● **Problem requirements**
Reproduce each of the entries that follow, exactly.
-- Given records follows --
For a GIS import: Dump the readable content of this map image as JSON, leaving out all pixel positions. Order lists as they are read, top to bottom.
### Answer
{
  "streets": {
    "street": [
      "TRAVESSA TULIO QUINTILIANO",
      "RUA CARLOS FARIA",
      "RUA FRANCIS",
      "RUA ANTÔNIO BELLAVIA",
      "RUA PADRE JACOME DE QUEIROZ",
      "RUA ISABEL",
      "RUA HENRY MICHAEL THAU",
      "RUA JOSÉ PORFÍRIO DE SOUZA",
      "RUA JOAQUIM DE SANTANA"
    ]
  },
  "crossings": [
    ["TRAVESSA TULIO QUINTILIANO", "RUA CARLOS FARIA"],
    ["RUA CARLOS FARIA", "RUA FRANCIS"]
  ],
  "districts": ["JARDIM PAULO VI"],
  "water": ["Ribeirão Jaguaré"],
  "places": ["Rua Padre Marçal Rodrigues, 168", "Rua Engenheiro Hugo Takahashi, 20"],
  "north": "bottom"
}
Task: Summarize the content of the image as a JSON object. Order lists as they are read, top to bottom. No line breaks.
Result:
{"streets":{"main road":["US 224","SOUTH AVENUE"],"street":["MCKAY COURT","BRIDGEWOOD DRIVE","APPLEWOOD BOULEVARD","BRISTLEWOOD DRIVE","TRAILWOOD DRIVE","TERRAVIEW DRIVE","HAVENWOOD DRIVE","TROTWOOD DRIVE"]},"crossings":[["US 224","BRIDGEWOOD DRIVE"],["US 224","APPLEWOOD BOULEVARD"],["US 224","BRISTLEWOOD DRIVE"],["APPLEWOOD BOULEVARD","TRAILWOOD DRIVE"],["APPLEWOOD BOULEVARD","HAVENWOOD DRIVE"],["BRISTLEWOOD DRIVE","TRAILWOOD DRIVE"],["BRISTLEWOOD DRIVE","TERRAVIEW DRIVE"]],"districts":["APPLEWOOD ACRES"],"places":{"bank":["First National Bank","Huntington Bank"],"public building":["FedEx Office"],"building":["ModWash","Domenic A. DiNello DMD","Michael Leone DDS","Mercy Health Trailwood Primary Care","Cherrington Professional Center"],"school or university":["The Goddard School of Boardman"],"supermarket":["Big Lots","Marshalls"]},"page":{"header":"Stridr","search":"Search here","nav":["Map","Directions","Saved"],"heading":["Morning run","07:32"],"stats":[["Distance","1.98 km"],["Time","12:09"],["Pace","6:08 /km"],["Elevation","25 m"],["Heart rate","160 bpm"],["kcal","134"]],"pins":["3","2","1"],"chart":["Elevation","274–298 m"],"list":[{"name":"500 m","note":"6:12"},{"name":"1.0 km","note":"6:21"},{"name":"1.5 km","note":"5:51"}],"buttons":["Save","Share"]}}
-- Given records concluded --
● **Written response**
For a GIS import: Dump the readable content of this map image as JSON, leaving out all pixel positions. Order lists as they are read, top to bottom.
### Answer
{
  "streets": {
    "street": [
      "TRAVESSA TULIO QUINTILIANO",
      "RUA CARLOS FARIA",
      "RUA FRANCIS",
      "RUA ANTÔNIO BELLAVIA",
      "RUA PADRE JACOME DE QUEIROZ",
      "RUA ISABEL",
      "RUA HENRY MICHAEL THAU",
      "RUA JOSÉ PORFÍRIO DE SOUZA",
      "RUA JOAQUIM DE SANTANA"
    ]
  },
  "crossings": [
    ["TRAVESSA TULIO QUINTILIANO", "RUA CARLOS FARIA"],
    ["RUA CARLOS FARIA", "RUA FRANCIS"]
  ],
  "districts": ["JARDIM PAULO VI"],
  "water": ["Ribeirão Jaguaré"],
  "places": ["Rua Padre Marçal Rodrigues, 168", "Rua Engenheiro Hugo Takahashi, 20"],
  "north": "bottom"
}
Task: Summarize the content of the image as a JSON object. Order lists as they are read, top to bottom. No line breaks.
Result:
{"streets":{"main road":["US 224","SOUTH AVENUE"],"street":["MCKAY COURT","BRIDGEWOOD DRIVE","APPLEWOOD BOULEVARD","BRISTLEWOOD DRIVE","TRAILWOOD DRIVE","TERRAVIEW DRIVE","HAVENWOOD DRIVE","TROTWOOD DRIVE"]},"crossings":[["US 224","BRIDGEWOOD DRIVE"],["US 224","APPLEWOOD BOULEVARD"],["US 224","BRISTLEWOOD DRIVE"],["APPLEWOOD BOULEVARD","TRAILWOOD DRIVE"],["APPLEWOOD BOULEVARD","HAVENWOOD DRIVE"],["BRISTLEWOOD DRIVE","TRAILWOOD DRIVE"],["BRISTLEWOOD DRIVE","TERRAVIEW DRIVE"]],"districts":["APPLEWOOD ACRES"],"places":{"bank":["First National Bank","Huntington Bank"],"public building":["FedEx Office"],"building":["ModWash","Domenic A. DiNello DMD","Michael Leone DDS","Mercy Health Trailwood Primary Care","Cherrington Professional Center"],"school or university":["The Goddard School of Boardman"],"supermarket":["Big Lots","Marshalls"]},"page":{"header":"Stridr","search":"Search here","nav":["Map","Directions","Saved"],"heading":["Morning run","07:32"],"stats":[["Distance","1.98 km"],["Time","12:09"],["Pace","6:08 /km"],["Elevation","25 m"],["Heart rate","160 bpm"],["kcal","134"]],"pins":["3","2","1"],"chart":["Elevation","274–298 m"],"list":[{"name":"500 m","note":"6:12"},{"name":"1.0 km","note":"6:21"},{"name":"1.5 km","note":"5:51"}],"buttons":["Save","Share"]}}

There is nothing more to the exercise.